And if that did not work? Perhaps after all we need to be compelled to save. A recent study of saving behaviour in the United States suggests that people save too little for four reasons:
1) They are uncertain about how much they need to save.
2) There is a natural human tendency to procrastinate - to put off till tomorrow the unpleasant or difficult things people know they should do today.
3) They tend to be averse to losses - indeed, they dislike losses about twice as much as they like gains of the same magnitude.
4) They lack self-control.
The authors suggest that, because of these characteristics, the typical American’s household wealth consists only of their entitlement to social security (an asset which has arisen because of a mandatory form of savings), a defined-benefit pension (an asset which has arisen because of regular, “unseen”, and often mandatory contributions over many years), and home equity (an asset which has grown in significant part also from regular, “unseen”, and mandatory payments to retire a mortgage). “None of the three forms of wealth accumulation involves any conscious willpower or deliberate choice on the part of individuals.”

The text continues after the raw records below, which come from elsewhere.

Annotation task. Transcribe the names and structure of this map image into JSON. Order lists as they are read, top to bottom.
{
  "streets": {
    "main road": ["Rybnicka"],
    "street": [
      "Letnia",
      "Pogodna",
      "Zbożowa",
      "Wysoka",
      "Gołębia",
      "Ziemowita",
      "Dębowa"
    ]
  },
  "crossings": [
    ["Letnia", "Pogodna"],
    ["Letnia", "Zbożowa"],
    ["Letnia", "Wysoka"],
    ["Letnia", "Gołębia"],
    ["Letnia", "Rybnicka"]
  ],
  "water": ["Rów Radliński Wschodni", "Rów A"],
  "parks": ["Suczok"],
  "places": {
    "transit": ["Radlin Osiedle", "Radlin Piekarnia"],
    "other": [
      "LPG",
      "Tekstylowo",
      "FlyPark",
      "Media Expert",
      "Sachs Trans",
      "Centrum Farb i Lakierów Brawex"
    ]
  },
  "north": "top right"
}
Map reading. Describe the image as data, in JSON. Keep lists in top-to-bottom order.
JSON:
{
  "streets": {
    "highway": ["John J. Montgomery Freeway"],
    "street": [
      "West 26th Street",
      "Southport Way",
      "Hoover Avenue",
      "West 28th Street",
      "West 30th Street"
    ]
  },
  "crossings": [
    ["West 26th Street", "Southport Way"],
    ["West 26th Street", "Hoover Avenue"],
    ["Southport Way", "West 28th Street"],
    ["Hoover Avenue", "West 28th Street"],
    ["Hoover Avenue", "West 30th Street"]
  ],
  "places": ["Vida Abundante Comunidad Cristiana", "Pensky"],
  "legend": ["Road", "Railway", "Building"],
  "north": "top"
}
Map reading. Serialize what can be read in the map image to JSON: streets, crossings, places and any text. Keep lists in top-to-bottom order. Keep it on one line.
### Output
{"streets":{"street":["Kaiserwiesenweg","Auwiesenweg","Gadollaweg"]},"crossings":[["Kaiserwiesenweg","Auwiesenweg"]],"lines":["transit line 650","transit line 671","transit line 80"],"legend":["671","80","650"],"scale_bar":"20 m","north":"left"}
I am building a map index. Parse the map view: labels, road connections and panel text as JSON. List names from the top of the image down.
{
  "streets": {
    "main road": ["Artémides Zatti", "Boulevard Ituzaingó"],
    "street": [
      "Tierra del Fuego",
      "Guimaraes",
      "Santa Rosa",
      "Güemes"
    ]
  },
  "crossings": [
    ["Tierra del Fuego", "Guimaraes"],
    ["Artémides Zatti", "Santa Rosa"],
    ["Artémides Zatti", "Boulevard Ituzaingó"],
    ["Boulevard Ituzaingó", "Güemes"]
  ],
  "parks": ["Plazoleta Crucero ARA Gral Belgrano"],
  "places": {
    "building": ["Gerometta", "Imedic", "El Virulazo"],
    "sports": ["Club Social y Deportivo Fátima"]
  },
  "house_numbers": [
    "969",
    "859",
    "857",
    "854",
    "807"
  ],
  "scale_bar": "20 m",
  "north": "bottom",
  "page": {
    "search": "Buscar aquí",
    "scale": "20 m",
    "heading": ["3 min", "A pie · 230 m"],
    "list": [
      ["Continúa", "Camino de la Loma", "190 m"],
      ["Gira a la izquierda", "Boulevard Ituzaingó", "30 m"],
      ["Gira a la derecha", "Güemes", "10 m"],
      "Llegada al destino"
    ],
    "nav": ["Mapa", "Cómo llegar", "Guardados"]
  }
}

If this American study reflects the behavioural characteristics of New Zealanders also, and I believe it does, it is not surprising that most of the wealth of New Zealand households is in the form of home equity and their entitlement to New Zealand Superannuation, both representing a form of “unseen” and largely mandatory saving. It may also be the case that the decline in private sector savings we have seen in recent years has been related in part to the rapid decline of the prevalence of defined-benefit pension schemes in New Zealand following the change in the tax and regulatory regime relevant to those schemes in the late eighties. It is at least clear that employees are much less inclined to join defined-contribution savings schemes, even when heavily subsidised by employers, when they have the option of not contributing, than they were to join the often-mandatory defined-benefit schemes associated with many employers prior to the late eighties.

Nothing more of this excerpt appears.